A convex polyhedron C in hyperbolic space is called geometrically finite if its closure C in the conformal compactification of hyperbolic space has the following property:

• For each point x in C, there is a neighborhood U of x such that all faces of C meeting U also pass through x (Ratcliffe 1994, 12.4).

For example, every polyhedron with a finite number of faces is geometrically finite. In hyperbolic space of dimension at most 2, every geometrically finite polyhedron has a finite number of sides, but there are geometrically finite polyhedra in dimensions 3 and above with infinitely many sides. For example, in Euclidean space Rⁿ of dimension n≥2 there is a polyhedron P with an infinite number of sides. The upper half plane model of n+1 dimensional hyperbolic space in Rⁿ⁺¹ projects to Rⁿ, and the inverse image of P under this projection is a geometrically finite polyhedron with an infinite number of sides.

A geometrically finite polyhedron has only a finite number of cusps, and all but finitely many sides meet one of the cusps.

A discrete group G of isometries of hyperbolic space is called geometrically finite if it has a fundamental domain C that is convex, geometrically finite, and exact (every face is the intersection of C and gC for some g ∈ G) (Ratcliffe 1994, 12.4).
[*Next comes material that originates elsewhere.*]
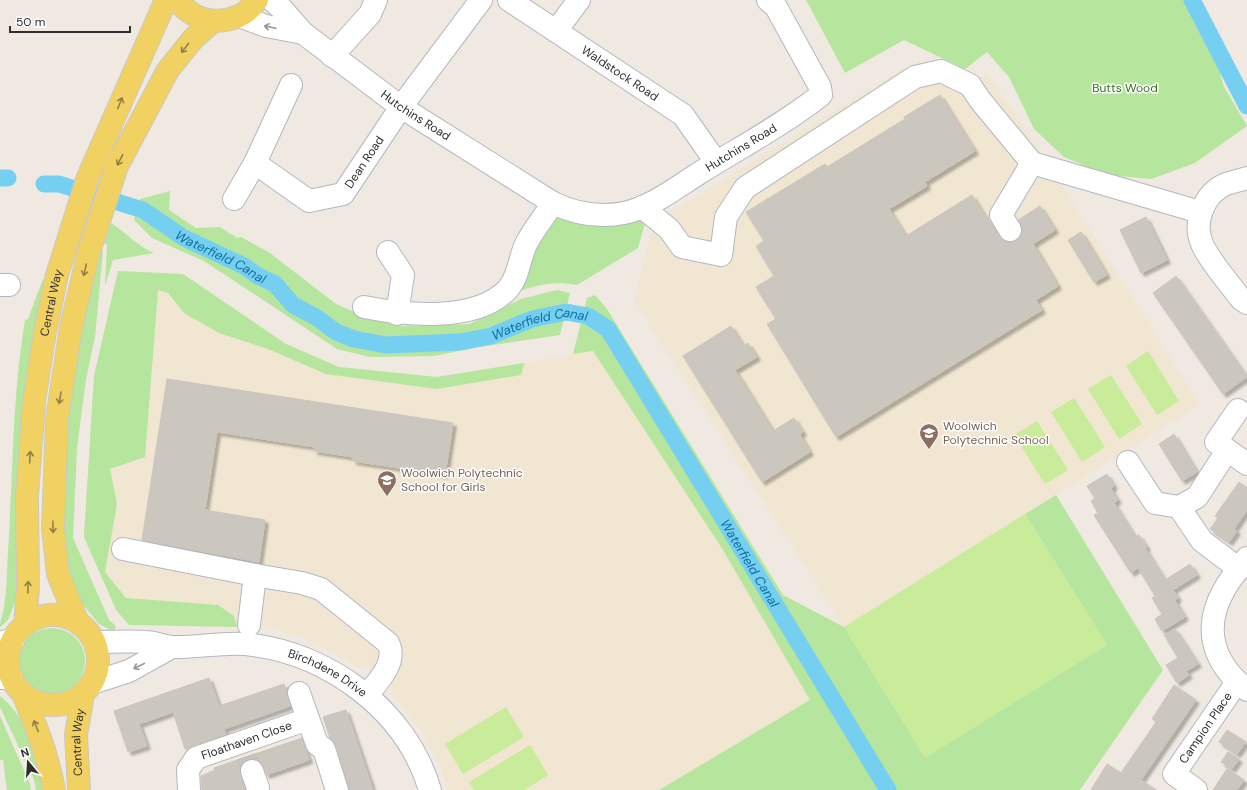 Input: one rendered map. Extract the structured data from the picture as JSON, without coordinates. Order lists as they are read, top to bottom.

In hyperbolic spaces of dimension at most 3, every exact, convex, fundamental polyhedron for a geometrically finite group has only a finite number of sides, but in dimensions 4 and above there are examples with an infinite number of sides (Ratcliffe 1994, theorem 12.4.6).

In hyperbolic spaces of dimension at most 2, finitely generated discrete groups are geometrically finite, but Greenberg (1966) showed that there are examples of finitely generated discrete groups in dimension 3 that are not geometrically finite.

A hyperbolic manifold is called geometrically finite if it has a finite number of components, each of which is the quotient of hyperbolic space by a geometrically finite discrete group of isometries (Ratcliffe 1994, 12.7).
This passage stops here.